Aiming at narrowing down the candidates in the widely used DNB method, we proposed an improved method GDNB based on the percolation theory. Compared with the DNB method, GDNB has two major advantages. First, the GDNB method does not need to compare two sets of data observed under different conditions, it uses relative fluctuations to select variables that may be in the DNB. Inspired by the water-ice transition in statistical mechanics, the largest DNB is selected from all possible dominant groups to represent the current transition level, which provides a plausible solution for the problem in the DNB method, that is, it does not have a unified standard to choose candidate DNBs. Since the traditional DNB method cannot handle data without a reference dataset, we did not directly compare GDNB with the DNB method, but it can still be found that the GDNB method is effective and powerful through verification on three representative datasets with diverse features (Table 1). Similar to the DNB method, GDNB is also model-free, however, the meaning of the DNBs found by our method might be unclear since there is no reference data. For example, for gene expression data, additional function annotations are needed to understand the function of these DNBs. Fortunately, this problem is not difficult to solve by utilizing some powerful databases, e.g., GO⁴⁹ and KEGG⁵⁰.

Table 1 Dataset summary.

Full size table

On the other hand, it can be seen from the application to gene expression data that another difficulty of the DNB method is its dependence on the number of samples because a large number of samples are needed to accurately calculate the standard deviation or fluctuation. However, obtaining enough samples is not easy in some fields, such as clinical medicine. Therefore, one of the main development directions of the current DNB method is how to use only a single sample to find DNB^51,52,53. For example, in the landscape DNB (lDNB) method proposed by Liu et al.⁵⁴, a reference sample library is constructed in advance, and then a sample-specific network is obtained by comparing the target sample with the reference sample library, and the DNB score (or CI in this paper) of each gene in the network can be calculated.

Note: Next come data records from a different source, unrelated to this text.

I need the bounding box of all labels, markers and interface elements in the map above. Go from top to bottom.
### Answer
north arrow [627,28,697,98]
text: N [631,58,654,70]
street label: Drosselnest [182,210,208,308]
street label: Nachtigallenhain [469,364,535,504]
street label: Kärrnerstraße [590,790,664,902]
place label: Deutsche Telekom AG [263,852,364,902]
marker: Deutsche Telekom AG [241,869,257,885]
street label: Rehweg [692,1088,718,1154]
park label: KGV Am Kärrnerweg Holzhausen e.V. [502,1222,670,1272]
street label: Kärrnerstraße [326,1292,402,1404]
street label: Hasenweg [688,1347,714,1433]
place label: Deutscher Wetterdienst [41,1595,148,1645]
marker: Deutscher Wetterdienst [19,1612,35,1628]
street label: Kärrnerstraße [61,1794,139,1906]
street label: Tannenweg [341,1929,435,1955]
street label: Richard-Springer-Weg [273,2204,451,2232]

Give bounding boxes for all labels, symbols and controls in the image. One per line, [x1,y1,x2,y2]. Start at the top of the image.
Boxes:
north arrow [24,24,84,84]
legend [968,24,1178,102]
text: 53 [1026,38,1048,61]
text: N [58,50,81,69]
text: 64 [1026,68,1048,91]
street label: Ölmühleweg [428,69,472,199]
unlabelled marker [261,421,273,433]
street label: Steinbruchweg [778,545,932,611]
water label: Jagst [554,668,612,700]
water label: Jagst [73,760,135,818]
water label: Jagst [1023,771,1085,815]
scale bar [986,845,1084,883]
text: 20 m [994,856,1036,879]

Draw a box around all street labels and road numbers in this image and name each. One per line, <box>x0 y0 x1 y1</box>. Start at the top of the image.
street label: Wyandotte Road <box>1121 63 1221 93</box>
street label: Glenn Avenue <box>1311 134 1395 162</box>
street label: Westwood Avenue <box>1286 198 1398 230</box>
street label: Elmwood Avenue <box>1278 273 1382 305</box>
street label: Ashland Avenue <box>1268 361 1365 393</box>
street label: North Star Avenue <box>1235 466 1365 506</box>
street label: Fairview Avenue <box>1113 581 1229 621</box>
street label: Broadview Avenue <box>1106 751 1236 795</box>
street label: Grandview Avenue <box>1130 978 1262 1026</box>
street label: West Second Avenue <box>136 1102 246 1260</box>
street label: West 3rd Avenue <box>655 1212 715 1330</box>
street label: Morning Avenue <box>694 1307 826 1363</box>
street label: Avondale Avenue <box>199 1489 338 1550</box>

After selecting the highest k scores and averaging them to get the overall DNB score, the early-warning signal based on a single sample can be detected. Since GDNB and lDNB are trying to solve the problems of the DNB method from different aspects, the idea of 1DNB can be further integrated into the GDNB method, which may be implemented in our future work.

Finally, two promising directions might be pointed out. First, a large number of researches related to DNB methods consider only the first-order correlation (nodes-based network). However, it has been shown that the second-order correlation (edges-based network) may be more robust^55,56. The last point is that it is widely known that the correlation is not equivalent to the causality, but this is not reflected in the DNB-based methods, which should benefit from the advance of causal science^57,58,59.

Method

Relation between DNB and GDNB

The original DNB theory¹⁶ focuses on the following dynamical system

$$Z(k+1)=f(Z(k);P),$$

(7)

where $Z(k)=({z}_{1}(k),\cdots ,{z}_{n}(k))$ represent observed data describing the dynamical state of the system, P are parameters representing slowly changing factors, which drive the system from one state (or attractor) to another, $f=({f}_{1},\cdots ,{f}_{n})$ are generally nonlinear functions of $Z(k)$ (note that f can contain random noise). For such a dynamical system (usually with a large number of variables and parameters), provided that the system driven by some parameters approaches the critical point, theoretically, the system can be expressed in a very simple form, i.e., one- or two-variable equations in an abstract phase space around a codim-1 bifurcation point¹⁶. The GDNB method, as a variant of DNB, retains the above theoretic foundations of the DNB method, while introducing the concept of giant component from percolation theory and applying it in the models of statistical physics. Therefore, in our view, it can be said that GDNB is a bridge that simultaneously connects the bifurcation theory, percolation theory and statistical physics.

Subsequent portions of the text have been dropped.